Oscar-nominated director Ashvin Kumar’s latest film is a love story set in Kashmir
Unsurprisingly, it's run into trouble with the CBFC
sKolkata-born film-maker Ashvin Kumar’s grandfather was Kashmiri, and he spent all his childhood vacations in the idyllic valley. But it was on his return after two decades, in 2009—when militancy was at its peak—that he was confronted by the grim realities of life there, and its whitewashing at the hands of the mainstream media.

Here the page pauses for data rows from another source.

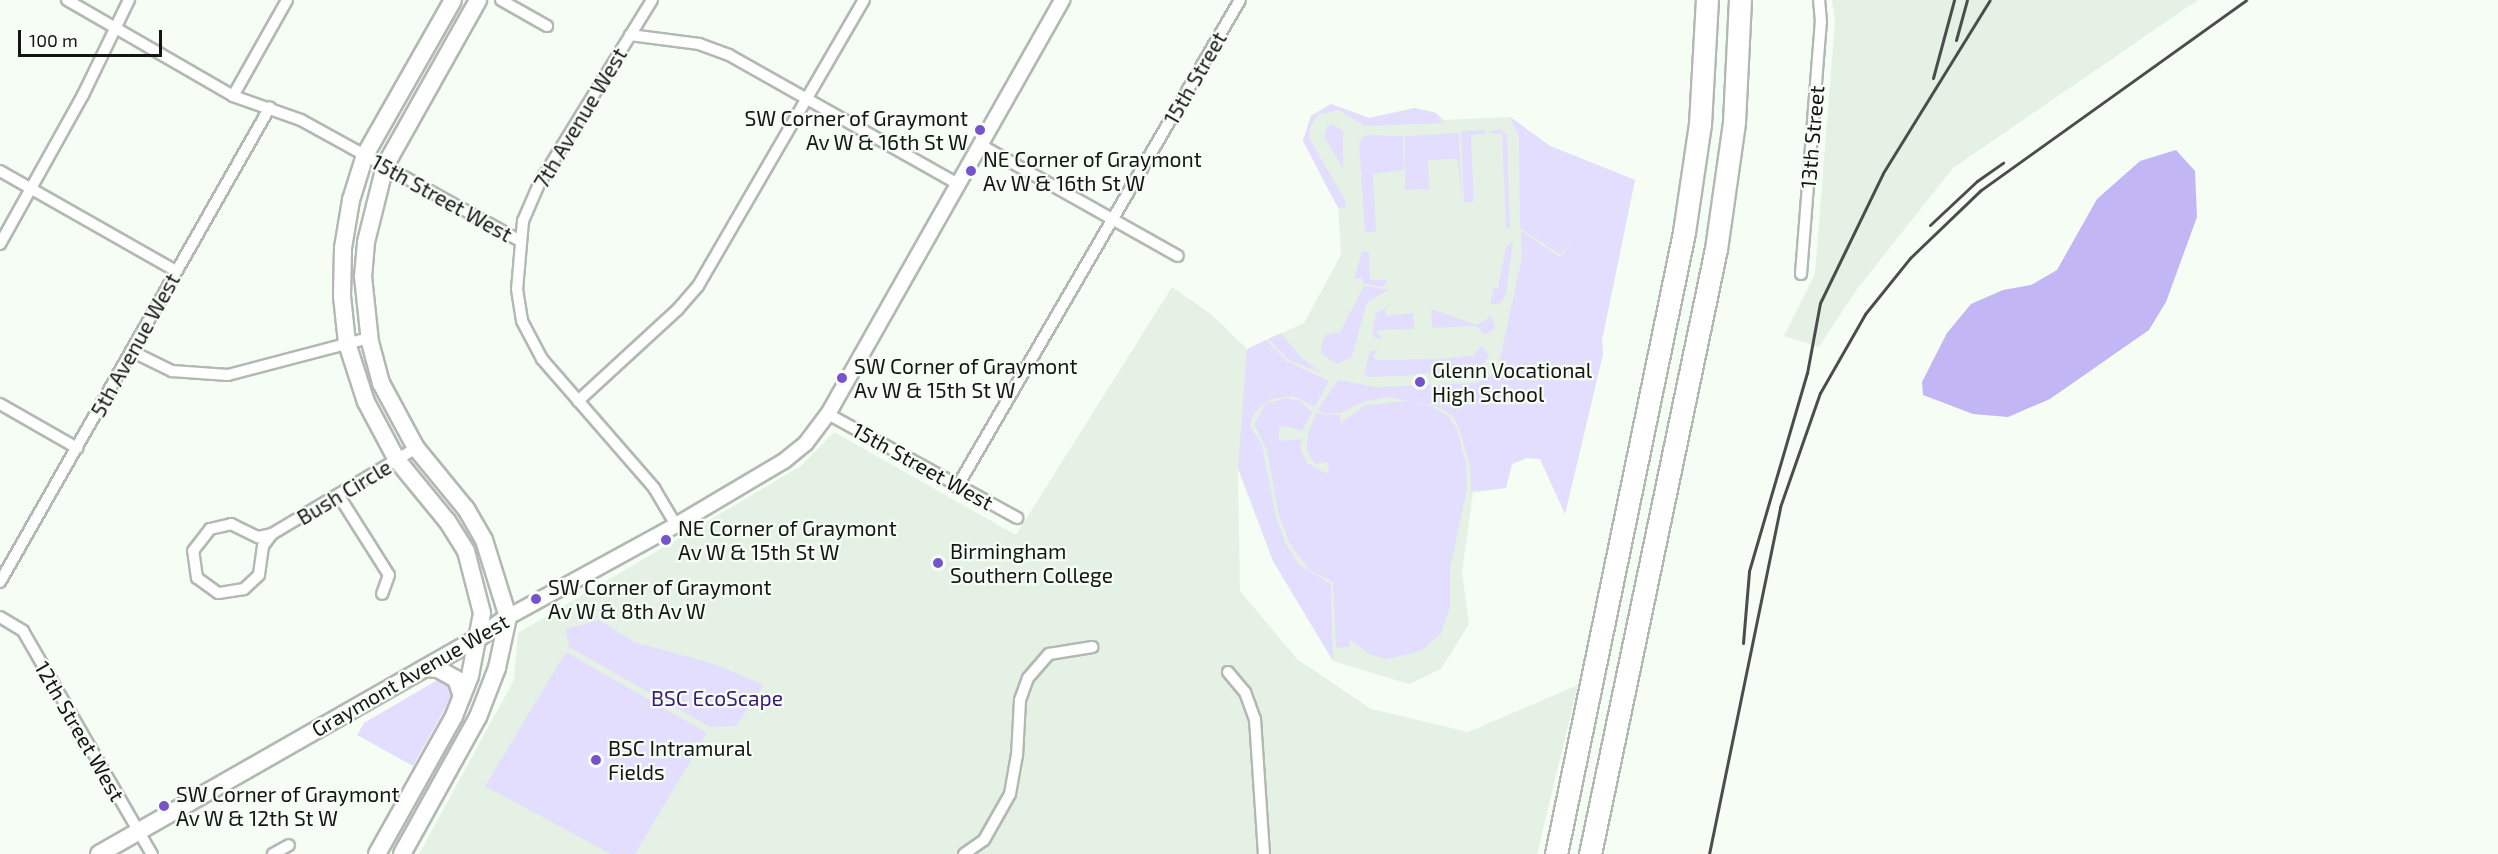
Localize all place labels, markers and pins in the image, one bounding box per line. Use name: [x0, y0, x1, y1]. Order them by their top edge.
place label: SW Corner of Graymont Av W & 16th St W: [743, 105, 968, 155]
marker: SW Corner of Graymont Av W & 16th St W: [973, 123, 987, 137]
place label: NE Corner of Graymont Av W & 16th St W: [983, 146, 1202, 196]
marker: NE Corner of Graymont Av W & 16th St W: [964, 164, 978, 178]
place label: SW Corner of Graymont Av W & 15th St W: [854, 353, 1079, 403]
place label: Glenn Vocational High School: [1432, 357, 1593, 407]
marker: SW Corner of Graymont Av W & 15th St W: [835, 371, 849, 385]
marker: Glenn Vocational High School: [1413, 375, 1427, 389]
place label: NE Corner of Graymont Av W & 15th St W: [678, 515, 897, 565]
marker: NE Corner of Graymont Av W & 15th St W: [659, 533, 673, 547]
place label: Birmingham Southern College: [950, 538, 1113, 588]
marker: Birmingham Southern College: [931, 556, 945, 570]
place label: SW Corner of Graymont Av W & 8th Av W: [548, 574, 773, 624]
marker: SW Corner of Graymont Av W & 8th Av W: [529, 592, 543, 606]
place label: BSC Intramural Fields: [608, 735, 752, 785]
marker: BSC Intramural Fields: [589, 753, 603, 767]
place label: SW Corner of Graymont Av W & 12th St W: [176, 781, 401, 831]
marker: SW Corner of Graymont Av W & 12th St W: [157, 799, 171, 813]

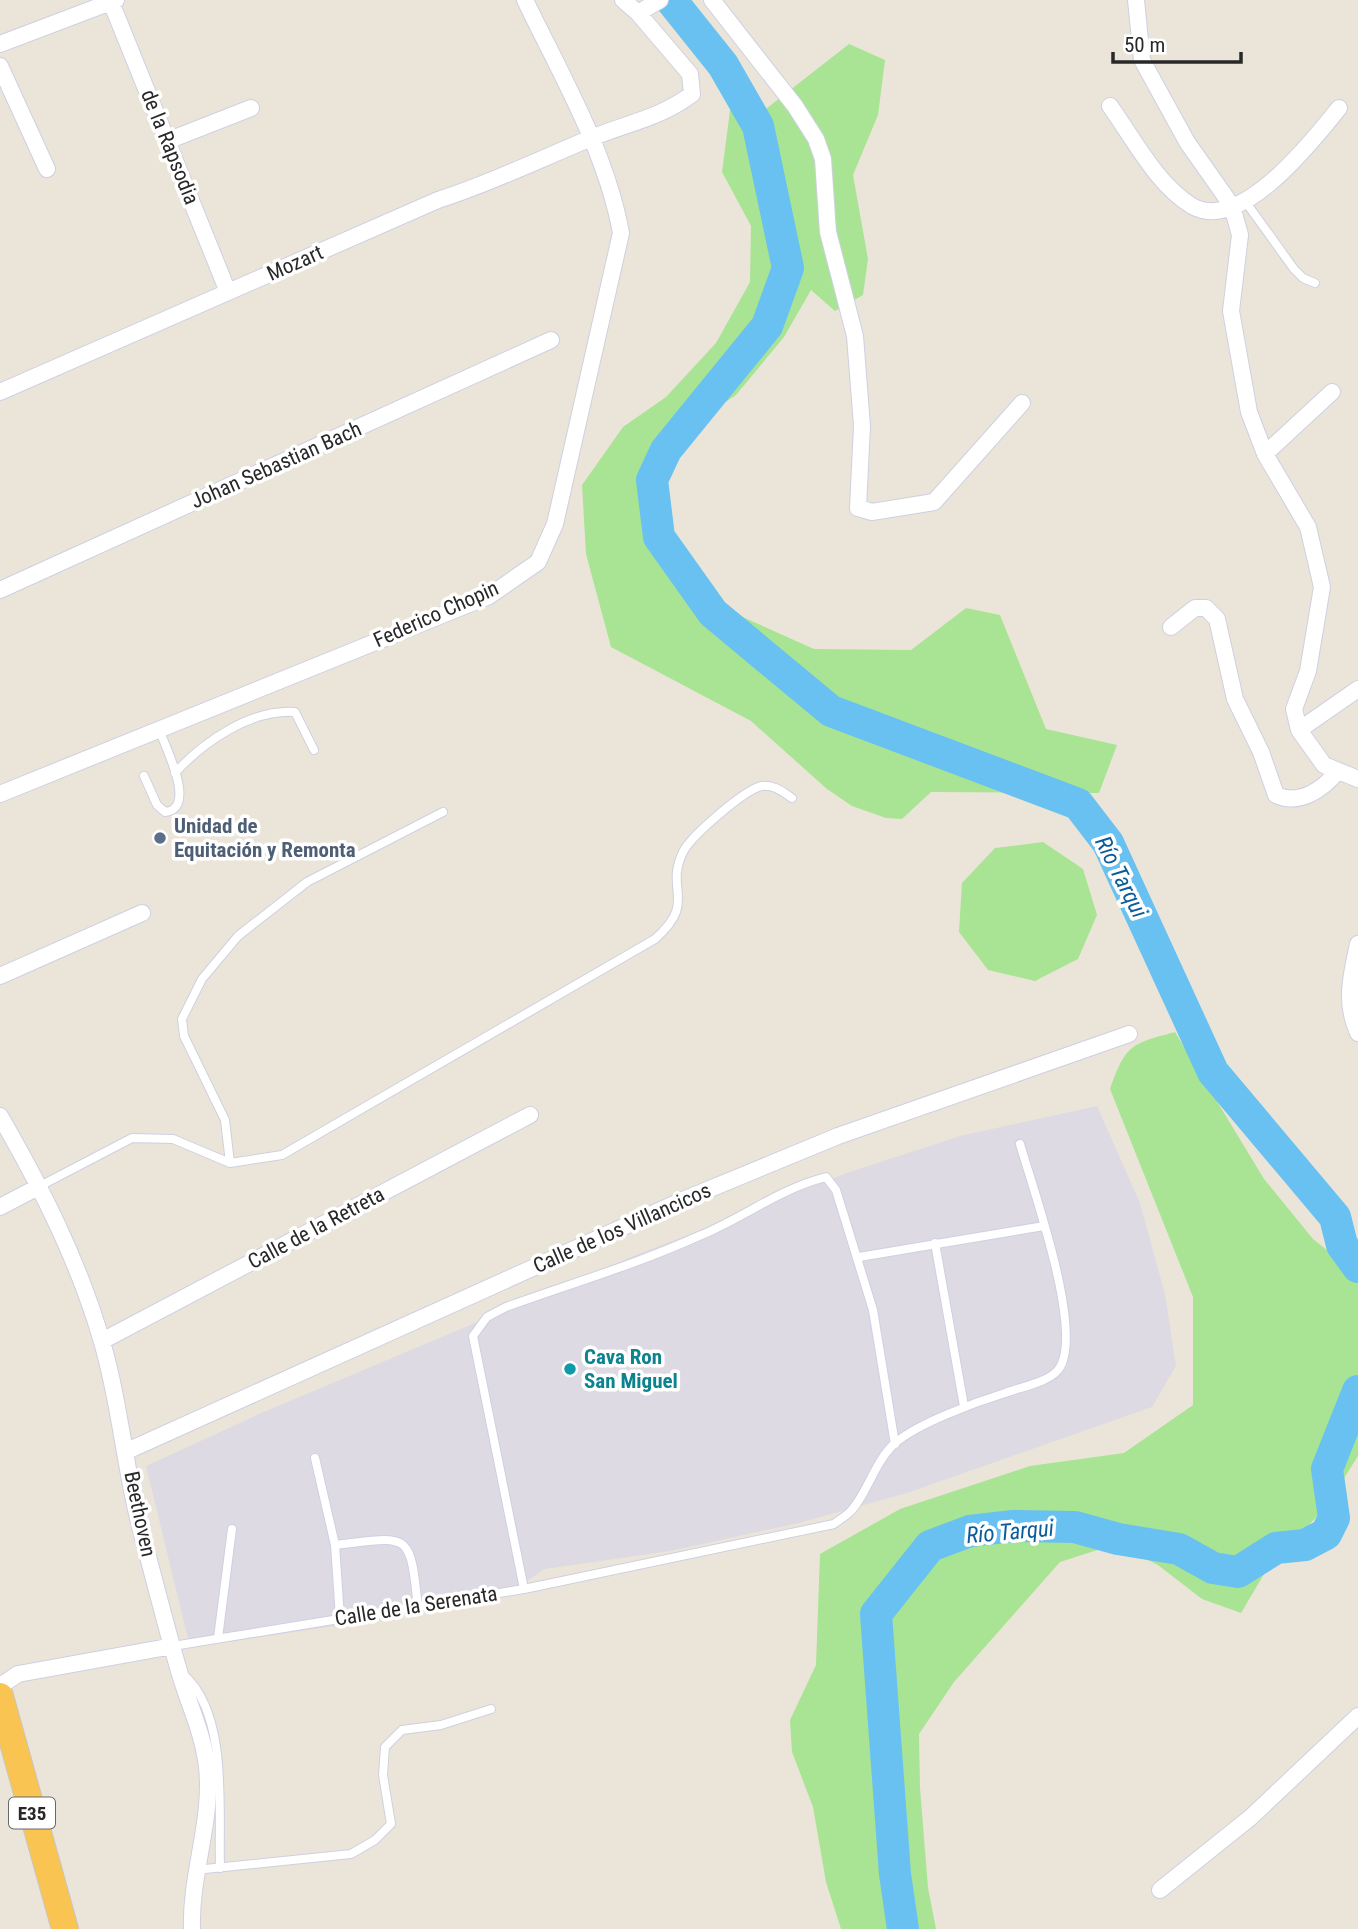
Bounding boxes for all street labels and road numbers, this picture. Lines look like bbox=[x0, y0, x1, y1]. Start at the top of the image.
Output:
street label: de la Rapsodia bbox=[136, 86, 204, 208]
street label: Mozart bbox=[263, 240, 327, 286]
street label: Johan Sebastian Bach bbox=[187, 417, 365, 513]
street label: Federico Chopin bbox=[370, 576, 502, 652]
street label: Calle de los Villancicos bbox=[529, 1178, 715, 1278]
street label: Calle de la Retreta bbox=[244, 1182, 388, 1274]
street label: Beethoven bbox=[119, 1469, 161, 1559]
street label: Calle de la Serenata bbox=[333, 1581, 499, 1631]
road number: E35 bbox=[9, 1798, 55, 1828]

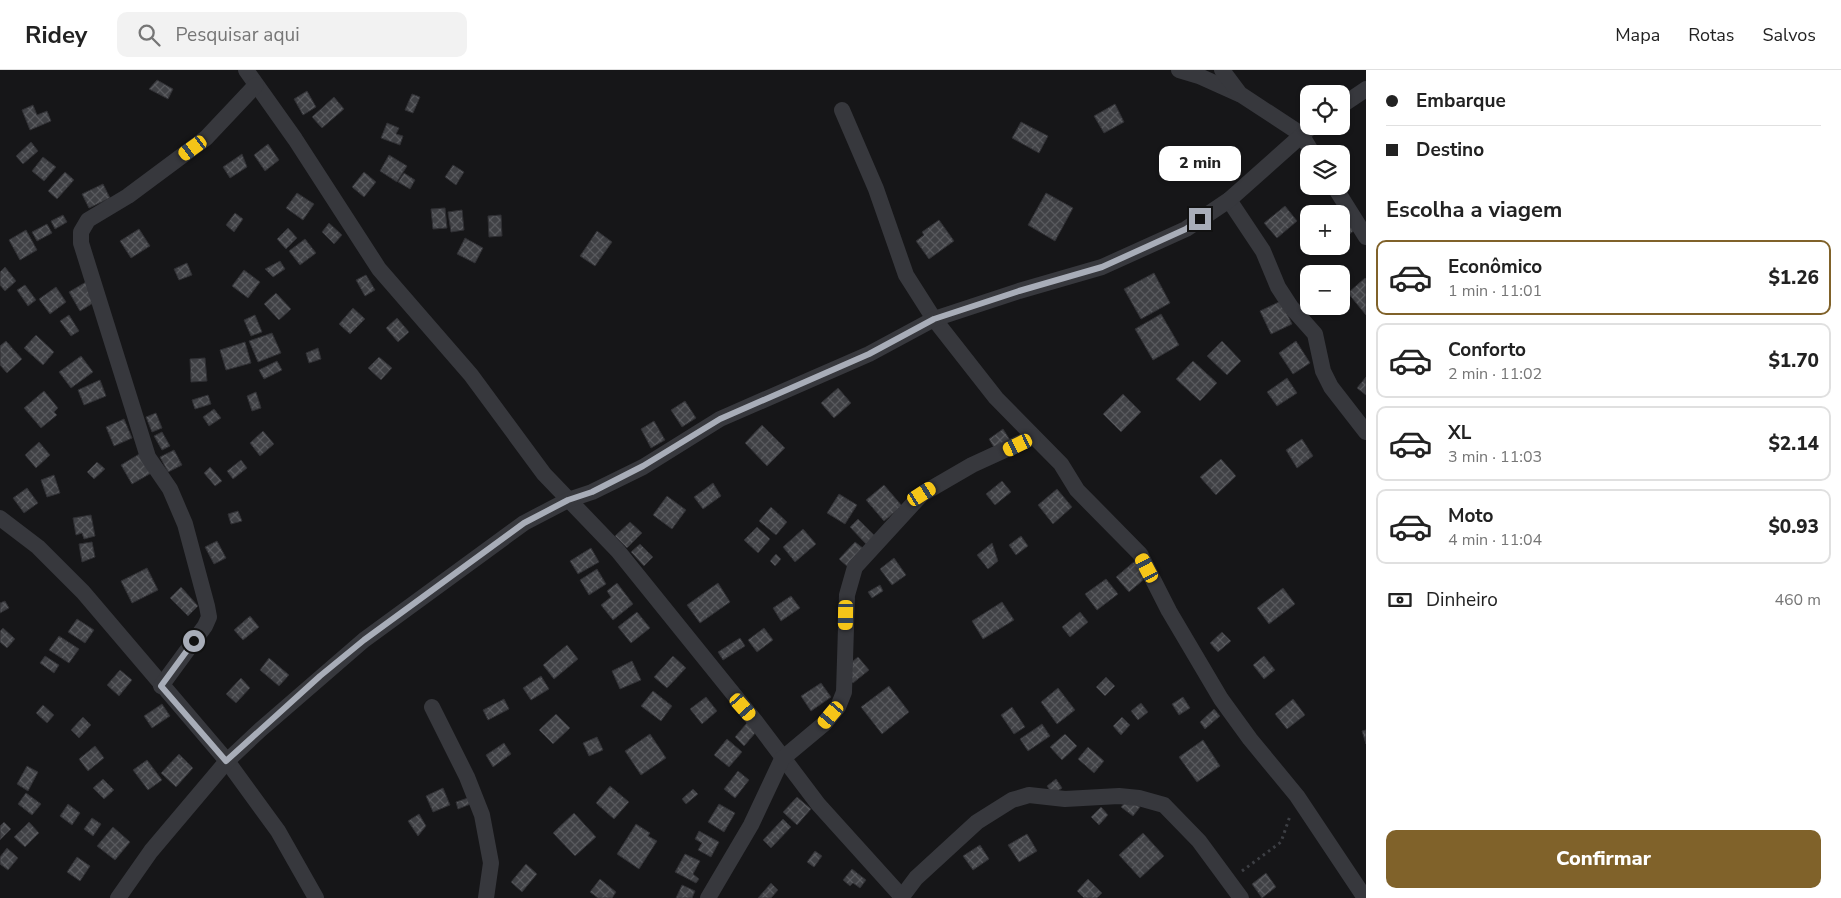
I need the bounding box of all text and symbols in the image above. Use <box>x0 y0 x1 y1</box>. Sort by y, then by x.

So, the director, whose Little Terrorist (2005) was nominated for Best Live Action Short Film at the Oscars, decided to remedy this with two unflinching sociopolitical documentaries: Inshallah Football (2010) and Inshallah, Kashmir (2012). They were both first banned and then lauded in head-scratching succession, and went on to win National Film Awards, in 2011 and 2012, respectively.
The same pattern of controversy is erupting around his latest offering, the feature film No Fathers In Kashmir, an evocative, coming-of-age love story. It’s the tale of Noor, a British-Kashmiri girl who returns to the valley to better understand her father’s disappearance. She’s accompanied by Majid, a local boy in the same predicament. As they attempt to solve their shared mystery, the two quickly fall in love, and when they veer into dangerous territory at the India-Pakistan border, they’re wrenched apart. “I made a movie for 16- to 25-year-olds in which they could see a reflection of themselves. I hope lots of hearts break and lots of tears are shed. And by doing that, people will empathise with what’s happening in the valley, so that the process of dialogue can begin,” says Kumar.
He treads new territory in this work, blending elements of classical Hollywood cinema—which has informed much of his work—with the gritty realism of documentary film-making. “This might be the reason the censor board has taken exception to it. The more real it is, the more problematic it gets,” muses Kumar, who is currently embroiled in an all-too-familiar war with the film regulatory body. After stalling the release of the film, the CBFC gave it an ‘A’ certification, which he protested was “as good as banning a film” in an open letter to its chief, Prasoon Joshi.
But Kumar remains undaunted and assured that he will prevail in court, and plans to release the film early next year. “The idea of this film was to invite, not to antagonise. Come and see the reality of what is happening in Kashmir.”